Yotam Ottolenghi has a firm grip on the culinary world, and he isn’t letting go anytime soon. In his new cookbook “Simple” he taught the world how to cook the Ottolenghi way, aspiring to divorce anxiety from cooking once and for all. “Simple” is just what it claims to be — 130 easy, gorgeous recipes, each including ten ingredients or fewer.
Islamic food culture has quite a lot in common with Jewish food culture — for one, both religions make food integral to observance. Lucky for us, Anissa Helou has written “Feast,” a primer on Islamic food culture that lets under-loved Middle Eastern foods like balaleet and tarator shine. Like Jewish food culture, Islamic food spans a wide variety of dishes and isn’t easily explained to outsiders. But it’s the intersection of food and religion that is most easily grasped and abundantly fascinating, and Helou lifts the curtain for curious outsiders to peek inside at the feast.

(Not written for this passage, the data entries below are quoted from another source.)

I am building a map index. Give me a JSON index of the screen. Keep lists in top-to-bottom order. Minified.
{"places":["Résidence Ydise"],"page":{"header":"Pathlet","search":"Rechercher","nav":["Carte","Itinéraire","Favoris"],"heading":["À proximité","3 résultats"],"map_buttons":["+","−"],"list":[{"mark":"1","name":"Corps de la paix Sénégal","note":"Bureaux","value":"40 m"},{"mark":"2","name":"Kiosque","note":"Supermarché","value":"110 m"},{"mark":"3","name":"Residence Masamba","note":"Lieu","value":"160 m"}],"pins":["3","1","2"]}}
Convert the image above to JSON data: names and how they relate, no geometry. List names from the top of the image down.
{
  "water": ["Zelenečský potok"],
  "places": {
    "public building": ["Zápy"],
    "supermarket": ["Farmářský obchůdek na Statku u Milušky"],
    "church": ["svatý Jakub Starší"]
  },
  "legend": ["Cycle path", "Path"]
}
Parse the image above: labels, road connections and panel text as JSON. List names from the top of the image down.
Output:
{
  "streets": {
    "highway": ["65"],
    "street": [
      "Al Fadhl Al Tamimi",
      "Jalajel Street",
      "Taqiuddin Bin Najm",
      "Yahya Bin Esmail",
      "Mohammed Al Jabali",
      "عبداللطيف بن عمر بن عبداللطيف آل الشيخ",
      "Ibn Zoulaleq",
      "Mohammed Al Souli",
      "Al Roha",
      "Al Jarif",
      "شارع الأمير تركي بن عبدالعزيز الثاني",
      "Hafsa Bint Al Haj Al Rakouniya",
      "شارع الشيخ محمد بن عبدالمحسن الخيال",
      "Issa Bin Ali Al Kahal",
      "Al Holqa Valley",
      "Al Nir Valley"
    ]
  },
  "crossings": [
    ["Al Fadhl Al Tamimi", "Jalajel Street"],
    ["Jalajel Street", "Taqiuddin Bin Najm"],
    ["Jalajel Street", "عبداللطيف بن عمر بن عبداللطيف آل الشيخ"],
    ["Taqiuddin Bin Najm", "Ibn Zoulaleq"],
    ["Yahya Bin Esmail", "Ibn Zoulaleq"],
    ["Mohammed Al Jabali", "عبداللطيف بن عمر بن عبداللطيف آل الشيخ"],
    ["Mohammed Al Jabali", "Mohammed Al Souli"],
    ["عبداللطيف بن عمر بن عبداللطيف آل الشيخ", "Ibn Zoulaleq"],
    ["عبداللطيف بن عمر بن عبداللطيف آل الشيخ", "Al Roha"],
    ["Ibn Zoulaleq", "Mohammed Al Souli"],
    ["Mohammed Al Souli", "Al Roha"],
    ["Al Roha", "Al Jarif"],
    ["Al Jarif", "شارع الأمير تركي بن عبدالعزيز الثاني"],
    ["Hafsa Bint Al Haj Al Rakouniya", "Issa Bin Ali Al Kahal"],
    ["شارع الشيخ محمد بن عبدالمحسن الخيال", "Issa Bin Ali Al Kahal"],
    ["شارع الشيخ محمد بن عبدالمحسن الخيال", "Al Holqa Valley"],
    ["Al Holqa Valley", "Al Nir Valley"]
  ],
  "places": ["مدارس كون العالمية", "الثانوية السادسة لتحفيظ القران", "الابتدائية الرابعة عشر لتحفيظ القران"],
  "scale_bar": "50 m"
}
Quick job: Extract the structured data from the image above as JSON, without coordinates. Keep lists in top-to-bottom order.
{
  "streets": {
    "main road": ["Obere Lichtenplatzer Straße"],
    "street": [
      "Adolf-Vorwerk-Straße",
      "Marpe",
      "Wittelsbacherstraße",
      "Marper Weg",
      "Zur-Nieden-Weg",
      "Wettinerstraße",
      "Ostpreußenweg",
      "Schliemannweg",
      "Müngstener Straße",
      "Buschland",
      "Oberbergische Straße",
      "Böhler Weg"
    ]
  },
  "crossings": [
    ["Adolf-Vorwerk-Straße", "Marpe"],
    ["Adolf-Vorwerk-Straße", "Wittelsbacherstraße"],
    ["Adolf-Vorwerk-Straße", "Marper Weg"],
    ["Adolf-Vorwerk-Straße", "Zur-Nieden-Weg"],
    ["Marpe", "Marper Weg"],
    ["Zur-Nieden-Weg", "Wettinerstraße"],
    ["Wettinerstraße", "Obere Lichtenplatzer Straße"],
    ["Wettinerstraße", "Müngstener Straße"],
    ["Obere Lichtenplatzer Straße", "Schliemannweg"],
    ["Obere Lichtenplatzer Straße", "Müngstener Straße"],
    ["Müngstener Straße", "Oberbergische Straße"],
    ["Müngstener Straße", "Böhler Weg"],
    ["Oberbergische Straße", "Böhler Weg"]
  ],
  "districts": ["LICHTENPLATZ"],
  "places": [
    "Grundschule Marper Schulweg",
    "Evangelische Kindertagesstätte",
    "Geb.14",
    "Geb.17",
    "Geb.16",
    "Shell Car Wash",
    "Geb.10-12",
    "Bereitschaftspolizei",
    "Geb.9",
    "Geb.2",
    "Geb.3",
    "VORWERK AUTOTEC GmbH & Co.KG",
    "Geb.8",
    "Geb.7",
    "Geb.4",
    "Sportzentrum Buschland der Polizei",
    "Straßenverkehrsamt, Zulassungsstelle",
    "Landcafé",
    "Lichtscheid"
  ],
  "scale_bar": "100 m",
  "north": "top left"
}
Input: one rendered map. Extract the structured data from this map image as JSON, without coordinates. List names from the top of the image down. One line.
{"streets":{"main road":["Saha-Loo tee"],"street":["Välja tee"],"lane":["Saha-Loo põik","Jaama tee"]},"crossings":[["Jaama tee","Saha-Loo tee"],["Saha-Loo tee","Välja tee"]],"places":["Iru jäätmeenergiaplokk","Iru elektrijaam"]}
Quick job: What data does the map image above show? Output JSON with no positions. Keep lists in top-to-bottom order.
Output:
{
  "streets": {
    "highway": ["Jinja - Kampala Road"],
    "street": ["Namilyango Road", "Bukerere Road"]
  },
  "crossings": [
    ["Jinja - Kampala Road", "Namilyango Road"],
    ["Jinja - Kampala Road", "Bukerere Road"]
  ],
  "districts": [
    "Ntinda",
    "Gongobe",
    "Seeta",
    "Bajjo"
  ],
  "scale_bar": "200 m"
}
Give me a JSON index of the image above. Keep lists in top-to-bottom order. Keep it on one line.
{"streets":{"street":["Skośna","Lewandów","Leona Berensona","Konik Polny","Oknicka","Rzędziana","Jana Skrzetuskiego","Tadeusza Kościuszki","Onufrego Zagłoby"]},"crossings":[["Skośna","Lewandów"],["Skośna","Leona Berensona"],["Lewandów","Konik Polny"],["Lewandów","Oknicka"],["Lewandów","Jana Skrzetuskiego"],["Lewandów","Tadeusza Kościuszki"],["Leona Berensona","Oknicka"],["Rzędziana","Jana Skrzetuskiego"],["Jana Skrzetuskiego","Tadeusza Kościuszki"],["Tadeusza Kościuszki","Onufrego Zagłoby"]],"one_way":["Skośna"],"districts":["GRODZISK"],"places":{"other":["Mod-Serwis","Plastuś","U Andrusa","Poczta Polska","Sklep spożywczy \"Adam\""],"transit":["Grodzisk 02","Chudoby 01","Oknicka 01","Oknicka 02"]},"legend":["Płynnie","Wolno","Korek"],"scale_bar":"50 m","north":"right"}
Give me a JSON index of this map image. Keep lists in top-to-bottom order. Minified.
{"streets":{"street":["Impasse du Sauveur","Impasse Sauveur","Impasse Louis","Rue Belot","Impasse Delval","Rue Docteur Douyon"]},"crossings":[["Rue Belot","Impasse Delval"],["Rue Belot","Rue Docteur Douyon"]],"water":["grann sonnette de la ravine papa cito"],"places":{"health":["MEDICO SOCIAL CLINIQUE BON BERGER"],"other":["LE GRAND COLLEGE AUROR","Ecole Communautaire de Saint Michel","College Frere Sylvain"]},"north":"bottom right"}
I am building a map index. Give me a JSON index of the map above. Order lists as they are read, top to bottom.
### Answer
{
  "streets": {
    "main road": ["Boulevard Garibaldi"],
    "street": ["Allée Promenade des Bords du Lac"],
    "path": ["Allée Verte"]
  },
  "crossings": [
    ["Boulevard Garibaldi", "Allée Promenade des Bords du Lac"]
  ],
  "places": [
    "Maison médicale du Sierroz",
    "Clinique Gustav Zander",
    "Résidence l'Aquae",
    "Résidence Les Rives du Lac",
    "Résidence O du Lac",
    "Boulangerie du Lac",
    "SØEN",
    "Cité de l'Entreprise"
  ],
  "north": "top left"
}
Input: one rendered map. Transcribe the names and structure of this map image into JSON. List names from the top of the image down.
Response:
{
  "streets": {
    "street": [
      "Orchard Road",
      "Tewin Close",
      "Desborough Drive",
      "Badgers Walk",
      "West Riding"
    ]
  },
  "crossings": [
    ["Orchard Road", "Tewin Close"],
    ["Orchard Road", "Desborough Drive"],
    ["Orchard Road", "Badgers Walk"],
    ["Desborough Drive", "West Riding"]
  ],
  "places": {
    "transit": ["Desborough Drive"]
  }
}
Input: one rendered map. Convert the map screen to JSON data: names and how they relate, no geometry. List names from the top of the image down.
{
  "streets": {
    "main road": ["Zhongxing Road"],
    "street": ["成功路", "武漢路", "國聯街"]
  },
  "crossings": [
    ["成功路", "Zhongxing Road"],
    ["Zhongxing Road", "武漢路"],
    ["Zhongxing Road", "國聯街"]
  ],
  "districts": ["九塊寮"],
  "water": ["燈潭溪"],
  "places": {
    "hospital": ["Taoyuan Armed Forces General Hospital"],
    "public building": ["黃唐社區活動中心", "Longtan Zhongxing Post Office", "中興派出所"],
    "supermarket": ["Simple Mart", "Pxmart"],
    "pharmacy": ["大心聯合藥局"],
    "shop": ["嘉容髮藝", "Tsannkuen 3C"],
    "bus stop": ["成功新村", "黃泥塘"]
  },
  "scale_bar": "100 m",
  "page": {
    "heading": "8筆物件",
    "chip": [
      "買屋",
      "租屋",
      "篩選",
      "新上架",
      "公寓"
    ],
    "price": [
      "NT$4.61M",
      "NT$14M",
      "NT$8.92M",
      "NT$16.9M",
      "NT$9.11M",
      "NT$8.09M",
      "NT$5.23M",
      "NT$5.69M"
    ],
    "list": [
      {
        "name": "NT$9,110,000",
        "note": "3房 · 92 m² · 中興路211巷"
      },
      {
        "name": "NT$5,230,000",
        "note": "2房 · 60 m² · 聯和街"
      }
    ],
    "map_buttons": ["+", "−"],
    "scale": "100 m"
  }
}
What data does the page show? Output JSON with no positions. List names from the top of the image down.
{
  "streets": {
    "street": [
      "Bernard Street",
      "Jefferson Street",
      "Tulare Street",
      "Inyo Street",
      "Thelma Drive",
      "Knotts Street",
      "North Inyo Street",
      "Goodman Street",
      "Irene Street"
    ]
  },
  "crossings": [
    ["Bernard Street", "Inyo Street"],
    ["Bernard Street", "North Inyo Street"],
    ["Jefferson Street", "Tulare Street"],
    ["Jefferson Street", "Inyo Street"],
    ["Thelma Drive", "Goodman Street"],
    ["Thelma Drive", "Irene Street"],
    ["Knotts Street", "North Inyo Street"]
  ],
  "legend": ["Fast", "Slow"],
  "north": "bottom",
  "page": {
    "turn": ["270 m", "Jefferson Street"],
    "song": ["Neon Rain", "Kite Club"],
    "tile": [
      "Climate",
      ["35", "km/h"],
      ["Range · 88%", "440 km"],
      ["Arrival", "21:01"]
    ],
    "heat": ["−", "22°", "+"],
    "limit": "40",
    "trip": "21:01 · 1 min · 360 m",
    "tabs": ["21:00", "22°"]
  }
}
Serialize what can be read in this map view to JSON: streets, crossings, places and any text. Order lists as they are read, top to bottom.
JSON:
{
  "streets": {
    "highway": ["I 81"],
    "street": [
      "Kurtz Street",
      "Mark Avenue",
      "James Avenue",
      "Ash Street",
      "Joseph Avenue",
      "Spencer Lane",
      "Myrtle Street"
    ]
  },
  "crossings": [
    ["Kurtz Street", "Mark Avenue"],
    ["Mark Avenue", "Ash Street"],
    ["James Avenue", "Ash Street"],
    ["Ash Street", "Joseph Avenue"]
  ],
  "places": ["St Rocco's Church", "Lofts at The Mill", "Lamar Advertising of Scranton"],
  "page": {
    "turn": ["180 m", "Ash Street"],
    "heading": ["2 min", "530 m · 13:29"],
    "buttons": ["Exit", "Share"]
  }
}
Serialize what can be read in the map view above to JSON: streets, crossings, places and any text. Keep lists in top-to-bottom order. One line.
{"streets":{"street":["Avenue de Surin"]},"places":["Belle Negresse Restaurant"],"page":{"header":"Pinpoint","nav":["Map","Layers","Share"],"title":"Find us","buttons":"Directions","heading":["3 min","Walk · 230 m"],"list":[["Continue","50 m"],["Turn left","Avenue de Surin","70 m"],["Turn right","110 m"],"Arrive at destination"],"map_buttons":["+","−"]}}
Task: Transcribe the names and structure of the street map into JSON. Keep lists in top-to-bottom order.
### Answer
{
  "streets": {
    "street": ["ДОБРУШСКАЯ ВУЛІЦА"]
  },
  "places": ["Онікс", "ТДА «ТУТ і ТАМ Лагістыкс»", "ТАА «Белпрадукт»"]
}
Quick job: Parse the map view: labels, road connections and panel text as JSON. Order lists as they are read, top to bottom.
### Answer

In the town of Ann Arbor, Michigan, where college football reigns supreme, Zingerman’s Bakehouse stands proud as a community bakeshop with a deeply ingrained Jewish heritage. Former president Barack Obama even stopped by Zingerman’s for a bite on a 2014 visit. Zingerman’s has long doled out Jewish food in a part of the country that’s not exactly famous for its bialys, so “Zingerman’s Bakehouse,” a cookbook that reveals its kitchen’s three-decade-old secrets, is one even the most casual of cooks would want to snag.
As the world of coffee gets more and more elaborate, new rules are required. Cofounders of the coffee blog Sprudge, Zachary Carlsen and Jordan Michelman, have written a quick, easy jaunt through the complicated world of coffee, from its ugly history of colonialism to the case for accepting instant coffee. Someone has to help you understand what a matcha espresso with oat milk and agave nectar is, and “The New Rules Of Coffee” is a cheerful teacher.
After celebrity chef James Briscione was approached by IBM with the opportunity to collaborate with Watson, a supercomputer chef, to engineer some unexpected flavor combinations, the result was “The Flavor Matrix,” a cookbook dedicated to weird and wonderful flavor pairings. From recipes like Chocolate Mousse with Crisp Beet Meringue to the Chicken and Mushroom Burgers With Strawberry Ketchup that Briscione presented in a TED Talk, “The Flavor Matrix” is a mouthwatering explainer on adventurous eating through science.